_DIRECTIONS FOR THIS TASK_
Count how many lines in the following data hold the word "linecap". Your answer is the number and nothing else.

BEGIN PROVIDED DATA

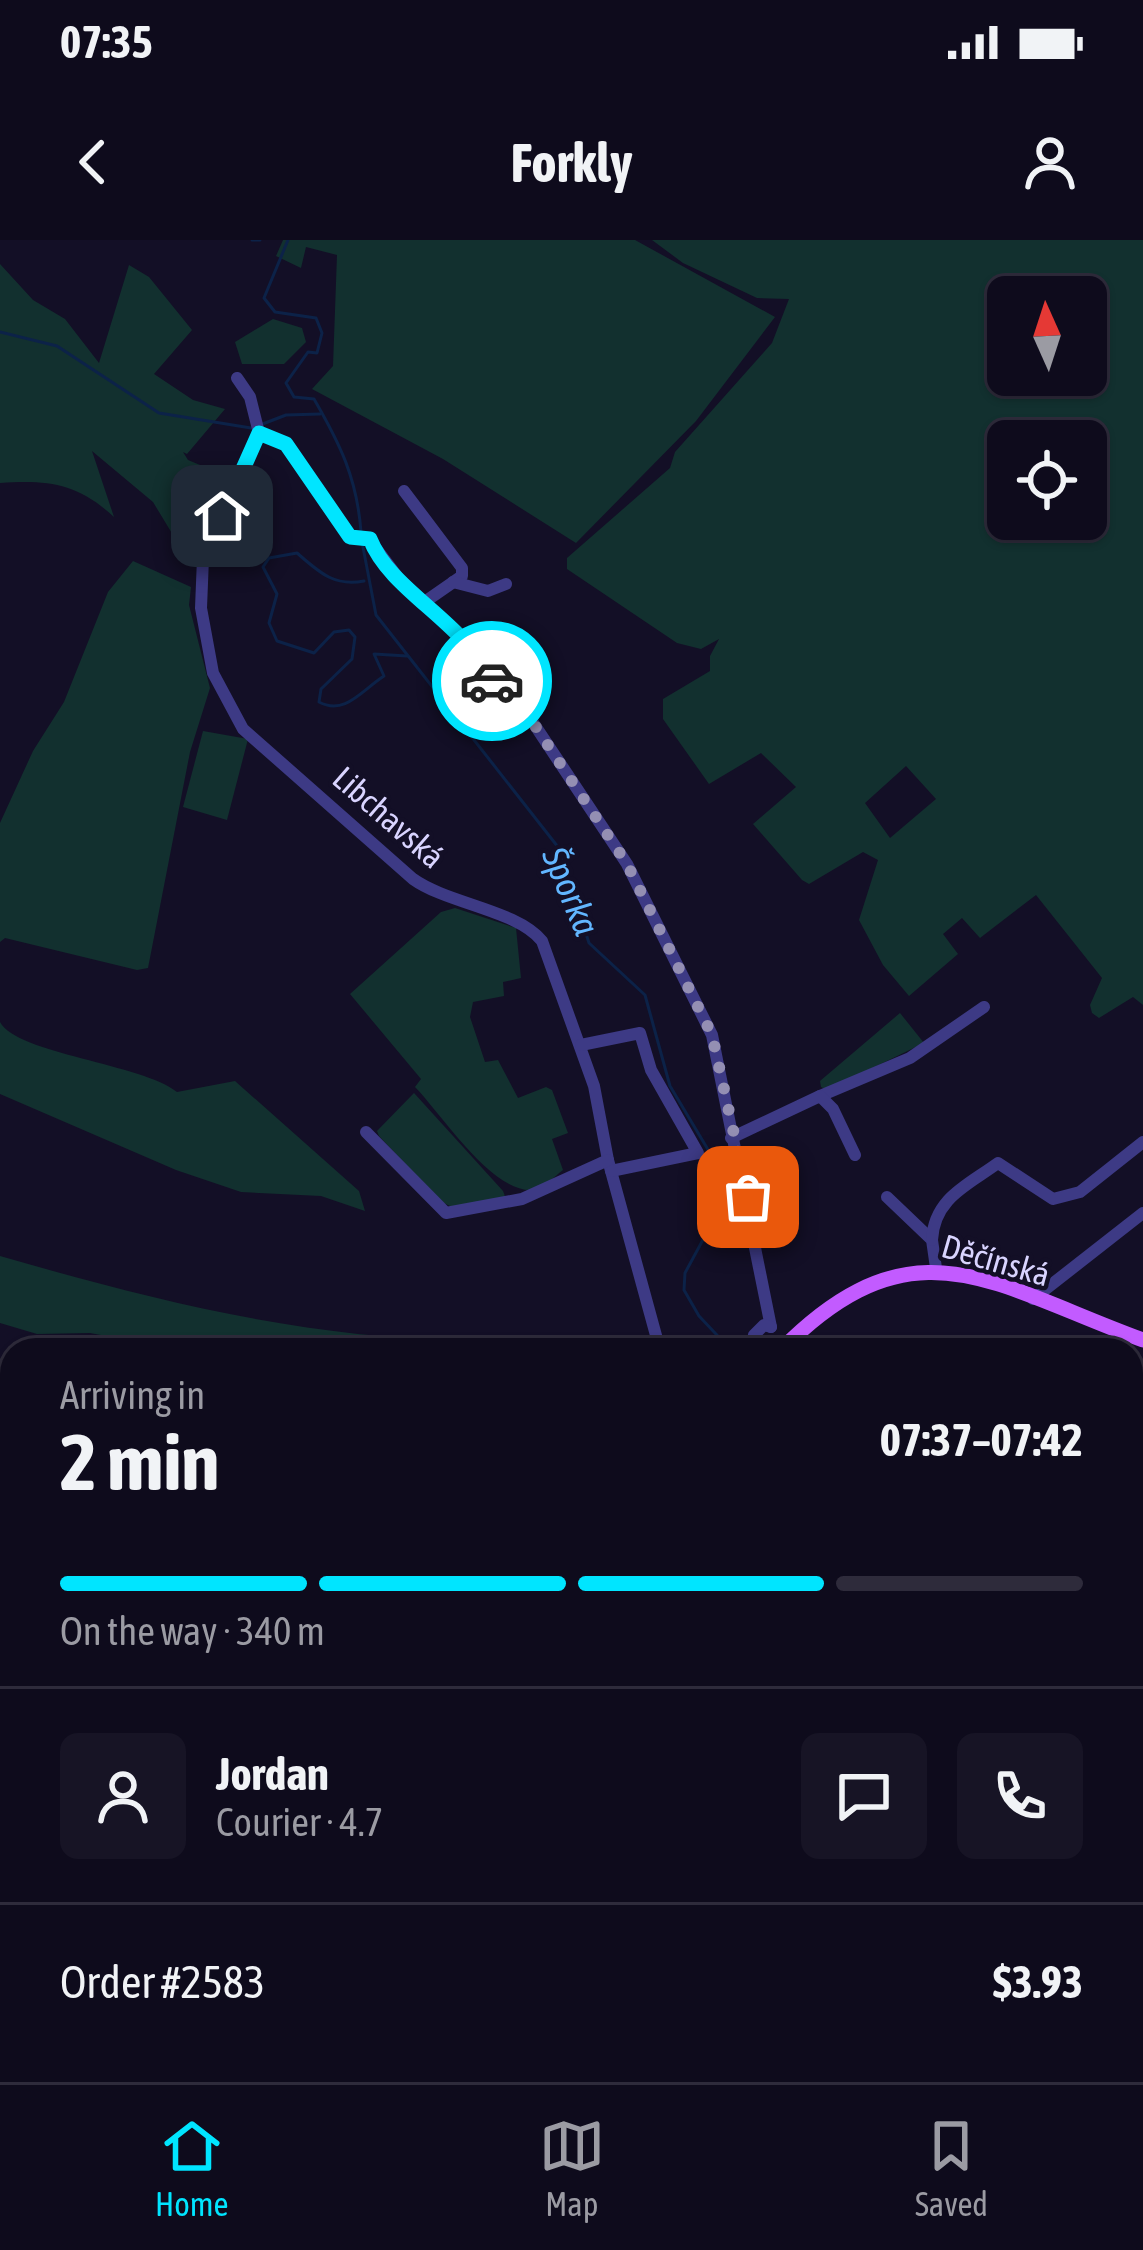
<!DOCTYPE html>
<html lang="en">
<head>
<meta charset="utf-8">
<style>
	body { margin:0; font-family:"Asap Condensed",sans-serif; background:#171425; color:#f1f3f6; height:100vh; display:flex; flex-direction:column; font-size:45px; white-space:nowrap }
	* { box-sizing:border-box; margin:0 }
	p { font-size:39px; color:#9b9ba3 }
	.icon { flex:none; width:66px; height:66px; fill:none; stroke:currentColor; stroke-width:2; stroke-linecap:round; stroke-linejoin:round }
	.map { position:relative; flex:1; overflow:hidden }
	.side { position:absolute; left:0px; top:1098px; width:1143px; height:744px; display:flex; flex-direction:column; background:#0e0b1c; border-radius:36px 36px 0 0; box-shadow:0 3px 9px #0004,0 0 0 3px #2e2b3b }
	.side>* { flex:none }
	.needle { width:78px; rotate:357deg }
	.controls { position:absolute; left:987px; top:36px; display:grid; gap:24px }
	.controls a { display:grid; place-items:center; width:120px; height:120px; border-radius:18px; background:#0e0b1c; box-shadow:0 3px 9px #0004,0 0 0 3px #2e2b3b; font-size:60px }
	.pin { position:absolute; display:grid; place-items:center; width:102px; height:102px; color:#fff; margin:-51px; border-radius:24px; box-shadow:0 6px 18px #0006 }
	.courier { position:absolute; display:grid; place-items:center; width:120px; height:120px; margin:-60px; border:9px solid #00e5ff; border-radius:50%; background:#fff; color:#222; box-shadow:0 3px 15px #0007 }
	.overview em { font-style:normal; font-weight:700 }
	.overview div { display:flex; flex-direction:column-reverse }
	.overview { display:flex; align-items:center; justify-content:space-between; height:204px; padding:0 60px }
	h1 { font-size:78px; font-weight:700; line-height:90px }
	.bar { display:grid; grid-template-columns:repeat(4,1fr); gap:18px 12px; align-content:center; height:144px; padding:0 60px }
	.bar i { height:15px; border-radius:9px; background:#2e2b3b }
	.bar .on { background:#00e5ff }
	.bar p { grid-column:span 4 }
	.line { display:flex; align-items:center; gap:30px; padding:0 60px; border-top:3px solid #2e2b3b }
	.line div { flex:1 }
	.round { display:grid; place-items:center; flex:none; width:126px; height:126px; border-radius:18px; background:#171425 }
	.status { display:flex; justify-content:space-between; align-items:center; height:84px; padding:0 60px; background:#0e0b1c; direction:ltr }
	.status svg { height:33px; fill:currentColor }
	header { display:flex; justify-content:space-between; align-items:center; height:156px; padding:0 60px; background:#0e0b1c; font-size:54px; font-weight:700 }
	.dock { display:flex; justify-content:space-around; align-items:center; height:168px; border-top:3px solid #2e2b3b; background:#0e0b1c; font-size:33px; color:#9b9ba3 }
	.dock a { display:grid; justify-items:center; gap:6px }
	.dock .on { color:#00e5ff }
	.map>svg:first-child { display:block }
	.green { fill:#12302f; fill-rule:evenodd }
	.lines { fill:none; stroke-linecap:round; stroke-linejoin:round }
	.stream { stroke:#0c2248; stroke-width:3 }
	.minor { stroke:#3d3a85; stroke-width:12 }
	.major { stroke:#c25bff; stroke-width:15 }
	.done { stroke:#948fb3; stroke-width:12; stroke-dasharray:0 21.6 }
	.route { stroke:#00e5ff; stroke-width:15 }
	.labels { text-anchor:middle; stroke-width:9; stroke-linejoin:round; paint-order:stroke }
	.street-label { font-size:33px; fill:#d9d4ff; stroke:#130f26 }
	.water-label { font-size:36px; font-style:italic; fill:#62b6ff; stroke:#130f26 }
</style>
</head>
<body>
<div class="status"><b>07:35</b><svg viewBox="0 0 49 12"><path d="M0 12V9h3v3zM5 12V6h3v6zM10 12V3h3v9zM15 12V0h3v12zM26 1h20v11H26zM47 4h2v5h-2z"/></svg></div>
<header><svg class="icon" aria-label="back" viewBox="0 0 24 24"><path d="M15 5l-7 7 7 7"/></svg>Forkly<svg class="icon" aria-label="person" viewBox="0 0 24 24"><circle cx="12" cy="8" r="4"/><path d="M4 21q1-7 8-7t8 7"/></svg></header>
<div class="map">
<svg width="1143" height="1842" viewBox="0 0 1143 1842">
	<rect width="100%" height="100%" fill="#130f26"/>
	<g class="green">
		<polygon points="283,0 635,0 775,77 696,181 576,303 443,219 312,149 333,126 337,15 306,7 301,28 276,16"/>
		<path d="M652,0h491v765l-10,-8 -34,21 -7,-5 -2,-8 12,-27 -66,-83 -56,43 -18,-20 -19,16 15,20 -49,42 -26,-31 -24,-45 19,-60 -15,-8 -54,32 -7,-4 -49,-56 43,-37 -35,-34 -52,31 -46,-65v-20l47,-28v-15l9,-17 -18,10 -24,-6 -110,-74v-11l103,-90 5,-16 97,-109 17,-44 -32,-1 -74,-35zM1008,57h78v78h-78zM1008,201h78v78h-78zM906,526l30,33 -46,39 -25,-35z"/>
		<path d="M0,24l33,36 32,19 34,44 30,-98 20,12 43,53 -38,44 39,26 32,9 -38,45 -4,-2 5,8 41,17 -30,68 -26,-10 -20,-33 -61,-51 22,66c-37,-34 -65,-37 -114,-34z"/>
		<polygon points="273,79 302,88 306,102 284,124 242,124 235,102"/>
		<polygon points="133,321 191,347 189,365 210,448 190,512 148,728 137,730 5,698 0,702 0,583 33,511 64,462 108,352"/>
		<polygon points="203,491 248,499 227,580 183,567"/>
		<path d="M455,668l61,20 5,50 -18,4 1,14 -31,6 -3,15 15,45 13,-2 20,38 28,-11 6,3 16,43 -16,6 11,31c-8,6 -21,20 -32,20 -40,1 -88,-74 -116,-103l6,-8 -71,-85 91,-82z"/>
		<polygon points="900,773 924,803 827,850 821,847 820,841"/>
		<path d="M0,782c17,32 143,42 177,70l58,-11 124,110 6,20 -44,-15 -80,-4 -65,-22 -176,-76z"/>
		<polygon points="414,853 503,951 506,959 454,968 440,961 379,896 377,891"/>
		<path d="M0,1016c163,47 333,90 504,83l7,11h-330l-91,-17 -53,1 -37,-11z"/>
		<polygon points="0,1640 12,1644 12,1830 403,1830 413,1842 0,1842"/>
		<polygon points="714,1830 801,1830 869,1842 659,1842"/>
	</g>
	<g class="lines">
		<g class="stream">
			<polyline points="252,0 260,0"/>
			<path d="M288,0l-24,58 11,14 41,6 6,15 -5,20 -9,-1 -22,31 8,14 20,2c26,45 43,79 47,133"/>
			<polyline points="0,92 57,106 159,173 251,188"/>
			<polyline points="260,185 286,175 320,174"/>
			<polyline points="362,302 376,375 558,607 589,703 645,755 670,846 713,918 714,959 705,996 685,1033 684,1050 699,1076 731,1110"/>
			<path d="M364,341c-30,6 -45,-9 -67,-28l-28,5 -6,9 14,27 -8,29 8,18 37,12 20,-21 15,-2 6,7 -3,22 -31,30 -2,13c26,14 43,-12 65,-26l-10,-22 33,2"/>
			<polyline points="1131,1647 1143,1657"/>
		</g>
		<g class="minor">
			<polyline points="237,138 250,157 259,193"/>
			<path d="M259,193l-56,125 -2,50 12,65 30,56 170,150c35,25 104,31 129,62l52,145 14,74 52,190"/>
			<polyline points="259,193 286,204 351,297 369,299 400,340 479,414 505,461 530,478 627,624 712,795 771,1087"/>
			<polyline points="404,251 462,328 462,336 426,361"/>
			<polyline points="453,342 488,351 506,344"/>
			<polyline points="581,805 640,793 651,830 698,913 611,931"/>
			<polyline points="820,856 910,818 984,767"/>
			<polyline points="366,892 446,973 522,959 608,920"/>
			<polyline points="731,898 820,856 833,869 855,915"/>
			<polyline points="887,957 932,1000 936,1028"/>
			<path d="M932,1000c2,-42 36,-55 66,-77l55,36 27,-7 63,-50"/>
			<polyline points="1033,1059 1143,973"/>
			<polyline points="761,1110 754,1095 764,1085 771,1087"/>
			<polyline points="1131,1244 1143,1235"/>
			<polyline points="1131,1313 1143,1318"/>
			<polyline points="1131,1435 1143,1429"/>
			<polyline points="1131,1718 1143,1726"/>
			<polyline points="415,1830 425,1842"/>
		</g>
		<g class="major">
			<path d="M781,1110c133,-134 211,-65 362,-10"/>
			<polyline points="0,1549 12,1552"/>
			<polyline points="458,1830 468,1842"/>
		</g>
	</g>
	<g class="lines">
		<polyline class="done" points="492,441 505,461 530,478 627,624 712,795 748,957"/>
		<path class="route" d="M222,276l37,-83 27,11 64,93 20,2c21,53 94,82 122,142"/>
	</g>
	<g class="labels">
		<g class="street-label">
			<text transform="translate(389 577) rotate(41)" y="12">Libchavská</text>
			<text transform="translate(996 1020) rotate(16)" y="12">Děčínská</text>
		</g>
		<g class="water-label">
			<text transform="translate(571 651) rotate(67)" y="13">Šporka</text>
		</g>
	</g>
</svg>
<div class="controls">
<a><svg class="needle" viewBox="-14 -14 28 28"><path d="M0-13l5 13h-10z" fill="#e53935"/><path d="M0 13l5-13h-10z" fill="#9b9ba3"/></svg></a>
<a><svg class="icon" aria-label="locate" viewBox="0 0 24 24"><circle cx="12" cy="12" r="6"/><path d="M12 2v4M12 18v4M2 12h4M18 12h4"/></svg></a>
</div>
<div class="pin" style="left:748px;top:957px;background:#ea580c"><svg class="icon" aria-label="bag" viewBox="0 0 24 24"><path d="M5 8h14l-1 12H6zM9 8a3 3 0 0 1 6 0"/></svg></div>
<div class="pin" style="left:222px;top:276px;background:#1f2937"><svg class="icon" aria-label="home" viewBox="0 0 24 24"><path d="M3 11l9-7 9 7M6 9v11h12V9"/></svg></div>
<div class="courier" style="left:492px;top:441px"><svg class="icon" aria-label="car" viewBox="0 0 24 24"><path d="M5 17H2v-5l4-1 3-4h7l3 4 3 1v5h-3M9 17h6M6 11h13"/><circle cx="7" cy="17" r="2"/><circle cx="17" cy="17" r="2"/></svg></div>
<section class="side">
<div class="overview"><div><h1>2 min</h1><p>Arriving in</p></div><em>07:37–07:42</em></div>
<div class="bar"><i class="on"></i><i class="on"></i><i class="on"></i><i></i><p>On the way · 340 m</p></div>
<div class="line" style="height:216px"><a class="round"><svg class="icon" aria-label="person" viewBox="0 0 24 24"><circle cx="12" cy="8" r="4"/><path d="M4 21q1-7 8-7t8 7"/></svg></a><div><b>Jordan</b><p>Courier · 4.7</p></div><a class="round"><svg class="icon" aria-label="chat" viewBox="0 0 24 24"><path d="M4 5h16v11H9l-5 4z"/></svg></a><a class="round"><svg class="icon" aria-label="phone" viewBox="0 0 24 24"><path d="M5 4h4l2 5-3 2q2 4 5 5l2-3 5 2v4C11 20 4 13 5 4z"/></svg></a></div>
<div class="line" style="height:156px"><div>Order #2583</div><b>$3.93</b></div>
</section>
</div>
<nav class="dock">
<a class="on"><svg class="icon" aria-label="home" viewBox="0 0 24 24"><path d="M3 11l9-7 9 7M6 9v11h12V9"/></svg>Home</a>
<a><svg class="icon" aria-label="map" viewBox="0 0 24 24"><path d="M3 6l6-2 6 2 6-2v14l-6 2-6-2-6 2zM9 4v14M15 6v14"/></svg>Map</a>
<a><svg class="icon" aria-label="saved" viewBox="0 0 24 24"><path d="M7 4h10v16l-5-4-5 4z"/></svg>Saved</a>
</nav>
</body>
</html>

END PROVIDED DATA

_RESULT OF THE TASK_
2